[[ Records provided open ]]

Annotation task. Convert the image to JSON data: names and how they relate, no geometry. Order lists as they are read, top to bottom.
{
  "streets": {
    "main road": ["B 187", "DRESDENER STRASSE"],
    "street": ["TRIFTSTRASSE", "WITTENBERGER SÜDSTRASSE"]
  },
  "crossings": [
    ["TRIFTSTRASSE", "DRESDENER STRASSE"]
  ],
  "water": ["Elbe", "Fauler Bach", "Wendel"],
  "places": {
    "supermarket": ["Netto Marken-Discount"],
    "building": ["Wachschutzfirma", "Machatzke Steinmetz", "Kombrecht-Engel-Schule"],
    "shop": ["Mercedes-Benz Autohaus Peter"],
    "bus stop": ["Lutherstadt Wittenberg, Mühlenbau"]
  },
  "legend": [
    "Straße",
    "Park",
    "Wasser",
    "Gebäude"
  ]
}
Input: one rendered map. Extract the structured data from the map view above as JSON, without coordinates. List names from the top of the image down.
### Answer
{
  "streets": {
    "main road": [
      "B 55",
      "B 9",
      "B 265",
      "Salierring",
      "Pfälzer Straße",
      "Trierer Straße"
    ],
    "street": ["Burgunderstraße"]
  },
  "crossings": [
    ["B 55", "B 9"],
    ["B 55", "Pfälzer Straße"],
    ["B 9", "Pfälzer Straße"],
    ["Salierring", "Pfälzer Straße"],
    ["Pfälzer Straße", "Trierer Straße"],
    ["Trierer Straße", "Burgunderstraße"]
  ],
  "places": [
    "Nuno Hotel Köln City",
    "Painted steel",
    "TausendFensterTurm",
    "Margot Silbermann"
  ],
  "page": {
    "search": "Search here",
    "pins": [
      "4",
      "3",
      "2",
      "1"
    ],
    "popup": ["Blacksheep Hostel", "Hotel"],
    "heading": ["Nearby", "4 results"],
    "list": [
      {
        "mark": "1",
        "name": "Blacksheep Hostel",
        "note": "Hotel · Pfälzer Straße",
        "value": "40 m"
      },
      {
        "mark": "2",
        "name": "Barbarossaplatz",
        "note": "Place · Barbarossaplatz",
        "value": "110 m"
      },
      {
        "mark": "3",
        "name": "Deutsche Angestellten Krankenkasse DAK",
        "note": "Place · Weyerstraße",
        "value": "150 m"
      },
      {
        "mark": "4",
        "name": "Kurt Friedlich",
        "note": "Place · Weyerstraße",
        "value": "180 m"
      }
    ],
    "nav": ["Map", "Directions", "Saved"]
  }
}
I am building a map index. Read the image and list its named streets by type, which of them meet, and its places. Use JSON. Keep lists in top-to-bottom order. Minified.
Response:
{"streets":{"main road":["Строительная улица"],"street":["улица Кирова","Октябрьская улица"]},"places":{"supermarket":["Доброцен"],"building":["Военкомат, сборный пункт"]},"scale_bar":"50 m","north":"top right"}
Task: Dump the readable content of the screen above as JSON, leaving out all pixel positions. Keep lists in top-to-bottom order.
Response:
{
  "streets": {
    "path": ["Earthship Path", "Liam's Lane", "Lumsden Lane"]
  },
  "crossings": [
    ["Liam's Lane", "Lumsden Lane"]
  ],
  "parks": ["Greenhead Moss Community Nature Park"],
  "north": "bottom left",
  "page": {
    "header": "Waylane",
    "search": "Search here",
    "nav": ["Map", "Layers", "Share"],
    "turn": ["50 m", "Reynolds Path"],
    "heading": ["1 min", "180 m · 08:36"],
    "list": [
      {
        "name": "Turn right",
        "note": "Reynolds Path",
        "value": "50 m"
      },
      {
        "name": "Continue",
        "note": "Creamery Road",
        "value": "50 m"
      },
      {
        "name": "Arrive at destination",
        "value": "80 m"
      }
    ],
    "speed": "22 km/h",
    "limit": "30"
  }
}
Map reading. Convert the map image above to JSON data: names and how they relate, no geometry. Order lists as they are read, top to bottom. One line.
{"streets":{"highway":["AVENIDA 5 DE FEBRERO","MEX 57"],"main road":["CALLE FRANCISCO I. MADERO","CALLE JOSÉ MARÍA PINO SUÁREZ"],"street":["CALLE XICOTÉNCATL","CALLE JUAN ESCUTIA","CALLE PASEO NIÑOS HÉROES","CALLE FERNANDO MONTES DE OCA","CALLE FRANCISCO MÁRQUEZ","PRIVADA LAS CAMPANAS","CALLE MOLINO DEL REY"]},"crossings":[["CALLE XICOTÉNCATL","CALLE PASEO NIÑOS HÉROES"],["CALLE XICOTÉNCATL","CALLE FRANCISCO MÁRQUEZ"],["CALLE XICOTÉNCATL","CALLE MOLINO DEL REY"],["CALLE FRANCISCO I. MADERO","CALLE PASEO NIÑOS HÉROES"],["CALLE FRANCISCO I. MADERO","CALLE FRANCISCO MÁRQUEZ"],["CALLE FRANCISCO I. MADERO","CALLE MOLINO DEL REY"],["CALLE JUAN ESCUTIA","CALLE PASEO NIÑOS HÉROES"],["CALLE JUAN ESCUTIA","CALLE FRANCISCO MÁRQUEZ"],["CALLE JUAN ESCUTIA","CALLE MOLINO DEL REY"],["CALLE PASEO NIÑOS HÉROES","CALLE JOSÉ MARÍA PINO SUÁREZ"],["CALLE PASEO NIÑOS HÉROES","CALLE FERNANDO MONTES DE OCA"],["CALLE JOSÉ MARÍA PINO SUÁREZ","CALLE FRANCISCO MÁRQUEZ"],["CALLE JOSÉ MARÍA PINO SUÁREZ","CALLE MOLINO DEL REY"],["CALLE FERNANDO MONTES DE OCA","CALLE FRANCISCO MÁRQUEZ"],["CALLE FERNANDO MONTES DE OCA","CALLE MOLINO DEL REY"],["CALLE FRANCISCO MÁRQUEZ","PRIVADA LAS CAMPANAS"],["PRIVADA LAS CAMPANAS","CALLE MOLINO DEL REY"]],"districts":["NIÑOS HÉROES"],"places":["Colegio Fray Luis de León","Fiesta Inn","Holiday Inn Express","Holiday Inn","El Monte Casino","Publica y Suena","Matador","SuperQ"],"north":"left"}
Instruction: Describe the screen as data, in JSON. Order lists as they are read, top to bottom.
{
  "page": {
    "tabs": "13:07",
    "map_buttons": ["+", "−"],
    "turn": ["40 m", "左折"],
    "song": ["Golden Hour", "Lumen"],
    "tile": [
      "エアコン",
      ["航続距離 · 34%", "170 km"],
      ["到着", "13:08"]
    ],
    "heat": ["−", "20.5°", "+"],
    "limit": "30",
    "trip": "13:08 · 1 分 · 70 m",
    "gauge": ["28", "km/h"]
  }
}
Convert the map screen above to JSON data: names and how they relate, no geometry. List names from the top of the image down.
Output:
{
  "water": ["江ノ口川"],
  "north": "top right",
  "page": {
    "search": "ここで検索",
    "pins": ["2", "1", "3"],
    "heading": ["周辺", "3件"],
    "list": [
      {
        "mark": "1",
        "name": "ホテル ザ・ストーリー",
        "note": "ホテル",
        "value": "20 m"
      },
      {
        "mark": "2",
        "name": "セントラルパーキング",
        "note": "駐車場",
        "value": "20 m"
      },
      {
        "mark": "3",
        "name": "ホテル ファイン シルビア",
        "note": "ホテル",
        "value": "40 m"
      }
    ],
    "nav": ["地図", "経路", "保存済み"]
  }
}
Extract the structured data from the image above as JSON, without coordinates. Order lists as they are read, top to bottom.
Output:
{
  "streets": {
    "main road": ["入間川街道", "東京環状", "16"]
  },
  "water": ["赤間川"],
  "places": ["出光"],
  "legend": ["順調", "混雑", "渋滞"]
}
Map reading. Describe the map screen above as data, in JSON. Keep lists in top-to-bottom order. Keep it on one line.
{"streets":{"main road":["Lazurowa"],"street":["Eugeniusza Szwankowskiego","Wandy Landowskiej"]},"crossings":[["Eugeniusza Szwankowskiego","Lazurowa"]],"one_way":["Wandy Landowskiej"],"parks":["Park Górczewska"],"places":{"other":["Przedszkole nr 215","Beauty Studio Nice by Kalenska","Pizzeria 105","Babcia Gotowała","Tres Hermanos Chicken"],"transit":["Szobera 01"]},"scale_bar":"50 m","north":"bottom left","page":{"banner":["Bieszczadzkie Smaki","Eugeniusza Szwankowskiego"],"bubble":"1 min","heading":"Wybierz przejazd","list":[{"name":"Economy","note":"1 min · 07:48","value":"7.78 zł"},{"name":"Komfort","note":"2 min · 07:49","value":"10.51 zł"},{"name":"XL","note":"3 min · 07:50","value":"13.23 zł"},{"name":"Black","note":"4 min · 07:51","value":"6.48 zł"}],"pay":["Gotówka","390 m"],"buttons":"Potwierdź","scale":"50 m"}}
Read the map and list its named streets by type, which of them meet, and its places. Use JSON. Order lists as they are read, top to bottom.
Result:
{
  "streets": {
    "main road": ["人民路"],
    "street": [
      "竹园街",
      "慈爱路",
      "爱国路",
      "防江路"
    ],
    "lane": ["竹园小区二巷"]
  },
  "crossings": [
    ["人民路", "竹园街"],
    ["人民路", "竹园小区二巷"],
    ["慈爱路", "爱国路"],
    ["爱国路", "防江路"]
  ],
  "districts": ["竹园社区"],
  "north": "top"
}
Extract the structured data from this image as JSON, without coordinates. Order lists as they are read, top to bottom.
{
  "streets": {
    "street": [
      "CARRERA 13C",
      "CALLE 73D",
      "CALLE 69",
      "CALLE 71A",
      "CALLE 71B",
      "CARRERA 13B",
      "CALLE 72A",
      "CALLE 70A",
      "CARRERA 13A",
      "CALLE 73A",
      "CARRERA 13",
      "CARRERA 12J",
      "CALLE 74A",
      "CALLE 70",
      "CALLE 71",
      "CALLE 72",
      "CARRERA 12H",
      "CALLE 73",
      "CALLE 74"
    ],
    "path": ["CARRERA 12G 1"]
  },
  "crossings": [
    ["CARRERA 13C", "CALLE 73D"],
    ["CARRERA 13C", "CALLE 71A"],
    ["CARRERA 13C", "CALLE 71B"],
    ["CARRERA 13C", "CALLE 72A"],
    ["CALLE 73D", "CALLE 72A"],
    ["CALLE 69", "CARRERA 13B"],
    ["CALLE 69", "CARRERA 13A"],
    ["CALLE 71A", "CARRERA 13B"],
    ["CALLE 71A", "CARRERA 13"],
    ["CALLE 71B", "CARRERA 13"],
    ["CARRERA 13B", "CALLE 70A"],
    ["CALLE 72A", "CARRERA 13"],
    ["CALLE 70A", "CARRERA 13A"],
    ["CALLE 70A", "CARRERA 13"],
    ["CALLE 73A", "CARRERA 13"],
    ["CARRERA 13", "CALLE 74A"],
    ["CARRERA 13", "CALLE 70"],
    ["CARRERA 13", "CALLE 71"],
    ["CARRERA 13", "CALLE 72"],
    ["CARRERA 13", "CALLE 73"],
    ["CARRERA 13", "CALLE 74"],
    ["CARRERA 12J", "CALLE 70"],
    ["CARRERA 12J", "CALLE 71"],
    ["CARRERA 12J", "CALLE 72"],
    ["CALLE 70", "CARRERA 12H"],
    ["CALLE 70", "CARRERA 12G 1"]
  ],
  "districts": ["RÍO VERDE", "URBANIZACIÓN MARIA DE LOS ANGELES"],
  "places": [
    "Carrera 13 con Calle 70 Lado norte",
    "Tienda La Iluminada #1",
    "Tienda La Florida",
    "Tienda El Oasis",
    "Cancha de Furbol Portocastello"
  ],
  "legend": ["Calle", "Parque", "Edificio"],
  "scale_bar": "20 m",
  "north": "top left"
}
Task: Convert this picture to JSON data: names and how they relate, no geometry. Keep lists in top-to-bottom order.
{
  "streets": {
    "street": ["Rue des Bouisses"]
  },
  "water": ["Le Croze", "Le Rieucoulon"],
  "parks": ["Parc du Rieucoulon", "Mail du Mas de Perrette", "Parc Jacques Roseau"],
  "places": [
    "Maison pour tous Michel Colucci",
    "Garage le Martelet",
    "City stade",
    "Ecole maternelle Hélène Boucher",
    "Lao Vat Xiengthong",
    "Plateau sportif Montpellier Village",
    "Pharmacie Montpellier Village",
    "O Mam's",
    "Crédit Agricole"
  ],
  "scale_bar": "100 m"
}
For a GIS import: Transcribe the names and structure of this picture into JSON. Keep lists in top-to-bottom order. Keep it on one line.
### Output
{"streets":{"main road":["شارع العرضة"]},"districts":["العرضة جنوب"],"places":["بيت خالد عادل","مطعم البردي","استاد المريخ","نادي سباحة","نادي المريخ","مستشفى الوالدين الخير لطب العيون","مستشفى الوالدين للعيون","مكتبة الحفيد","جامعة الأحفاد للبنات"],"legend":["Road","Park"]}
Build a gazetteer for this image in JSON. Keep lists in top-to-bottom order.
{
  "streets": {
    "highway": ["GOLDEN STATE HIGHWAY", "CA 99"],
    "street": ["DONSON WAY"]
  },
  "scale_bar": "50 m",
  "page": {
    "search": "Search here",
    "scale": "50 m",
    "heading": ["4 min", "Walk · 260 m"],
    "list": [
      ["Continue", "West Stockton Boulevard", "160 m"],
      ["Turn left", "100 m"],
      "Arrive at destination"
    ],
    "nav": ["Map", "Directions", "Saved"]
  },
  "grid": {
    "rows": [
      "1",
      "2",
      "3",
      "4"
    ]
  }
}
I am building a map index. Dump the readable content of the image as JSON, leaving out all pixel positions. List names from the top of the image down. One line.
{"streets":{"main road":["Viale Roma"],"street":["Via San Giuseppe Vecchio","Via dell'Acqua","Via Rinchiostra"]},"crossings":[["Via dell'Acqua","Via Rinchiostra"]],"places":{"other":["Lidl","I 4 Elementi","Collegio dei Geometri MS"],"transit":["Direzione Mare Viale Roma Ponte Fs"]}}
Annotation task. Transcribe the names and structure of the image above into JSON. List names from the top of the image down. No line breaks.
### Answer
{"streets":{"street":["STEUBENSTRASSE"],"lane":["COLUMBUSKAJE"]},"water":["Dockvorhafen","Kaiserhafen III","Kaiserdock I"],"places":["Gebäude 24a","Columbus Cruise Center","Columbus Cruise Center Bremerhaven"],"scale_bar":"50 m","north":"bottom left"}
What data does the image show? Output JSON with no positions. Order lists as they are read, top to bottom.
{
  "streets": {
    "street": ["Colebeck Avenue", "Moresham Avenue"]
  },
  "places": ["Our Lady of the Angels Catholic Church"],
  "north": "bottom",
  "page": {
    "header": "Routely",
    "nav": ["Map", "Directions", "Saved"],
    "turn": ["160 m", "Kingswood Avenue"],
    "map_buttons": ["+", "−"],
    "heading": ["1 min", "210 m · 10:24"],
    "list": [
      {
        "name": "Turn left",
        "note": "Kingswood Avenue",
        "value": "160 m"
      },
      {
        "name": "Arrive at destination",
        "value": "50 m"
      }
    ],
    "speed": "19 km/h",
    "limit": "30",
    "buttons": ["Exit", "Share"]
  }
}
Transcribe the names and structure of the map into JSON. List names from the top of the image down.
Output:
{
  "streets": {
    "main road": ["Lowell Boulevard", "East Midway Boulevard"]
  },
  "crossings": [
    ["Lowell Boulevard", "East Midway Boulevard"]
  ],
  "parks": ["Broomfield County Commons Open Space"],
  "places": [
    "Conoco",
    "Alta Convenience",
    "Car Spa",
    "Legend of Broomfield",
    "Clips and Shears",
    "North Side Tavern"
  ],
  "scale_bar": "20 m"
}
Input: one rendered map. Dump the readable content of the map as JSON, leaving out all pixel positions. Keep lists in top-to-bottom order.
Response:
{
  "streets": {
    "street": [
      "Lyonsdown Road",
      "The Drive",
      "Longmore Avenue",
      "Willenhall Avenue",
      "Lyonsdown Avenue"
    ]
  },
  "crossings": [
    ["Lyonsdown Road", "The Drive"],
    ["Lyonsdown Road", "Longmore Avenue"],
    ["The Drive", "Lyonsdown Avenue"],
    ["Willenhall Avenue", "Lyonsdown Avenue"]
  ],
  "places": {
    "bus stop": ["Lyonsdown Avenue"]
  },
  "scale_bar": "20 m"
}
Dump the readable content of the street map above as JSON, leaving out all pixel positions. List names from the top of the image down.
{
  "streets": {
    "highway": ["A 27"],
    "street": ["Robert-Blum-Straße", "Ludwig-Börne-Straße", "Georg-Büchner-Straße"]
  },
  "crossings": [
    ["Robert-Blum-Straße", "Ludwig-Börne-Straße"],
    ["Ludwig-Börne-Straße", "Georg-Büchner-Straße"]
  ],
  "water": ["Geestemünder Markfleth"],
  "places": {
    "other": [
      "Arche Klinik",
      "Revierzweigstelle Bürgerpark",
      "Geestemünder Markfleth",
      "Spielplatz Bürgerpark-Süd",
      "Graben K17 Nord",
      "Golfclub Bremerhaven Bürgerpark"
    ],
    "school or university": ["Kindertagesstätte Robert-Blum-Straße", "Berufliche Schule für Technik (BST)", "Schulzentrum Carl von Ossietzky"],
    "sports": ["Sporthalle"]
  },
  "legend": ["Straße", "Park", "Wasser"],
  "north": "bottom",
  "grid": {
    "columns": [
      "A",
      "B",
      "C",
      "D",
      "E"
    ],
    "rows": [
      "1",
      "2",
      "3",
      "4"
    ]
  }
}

[[ Records provided closed ]]

▶ Problem description: With the first line of the records as the start and the line holding "Input: one rendered map. Extract" as the end, please copy exactly those lines and no others.

▶ Output for this task:
Annotation task. Convert the image to JSON data: names and how they relate, no geometry. Order lists as they are read, top to bottom.
{
  "streets": {
    "main road": ["B 187", "DRESDENER STRASSE"],
    "street": ["TRIFTSTRASSE", "WITTENBERGER SÜDSTRASSE"]
  },
  "crossings": [
    ["TRIFTSTRASSE", "DRESDENER STRASSE"]
  ],
  "water": ["Elbe", "Fauler Bach", "Wendel"],
  "places": {
    "supermarket": ["Netto Marken-Discount"],
    "building": ["Wachschutzfirma", "Machatzke Steinmetz", "Kombrecht-Engel-Schule"],
    "shop": ["Mercedes-Benz Autohaus Peter"],
    "bus stop": ["Lutherstadt Wittenberg, Mühlenbau"]
  },
  "legend": [
    "Straße",
    "Park",
    "Wasser",
    "Gebäude"
  ]
}
Input: one rendered map. Extract the structured data from the map view above as JSON, without coordinates. List names from the top of the image down.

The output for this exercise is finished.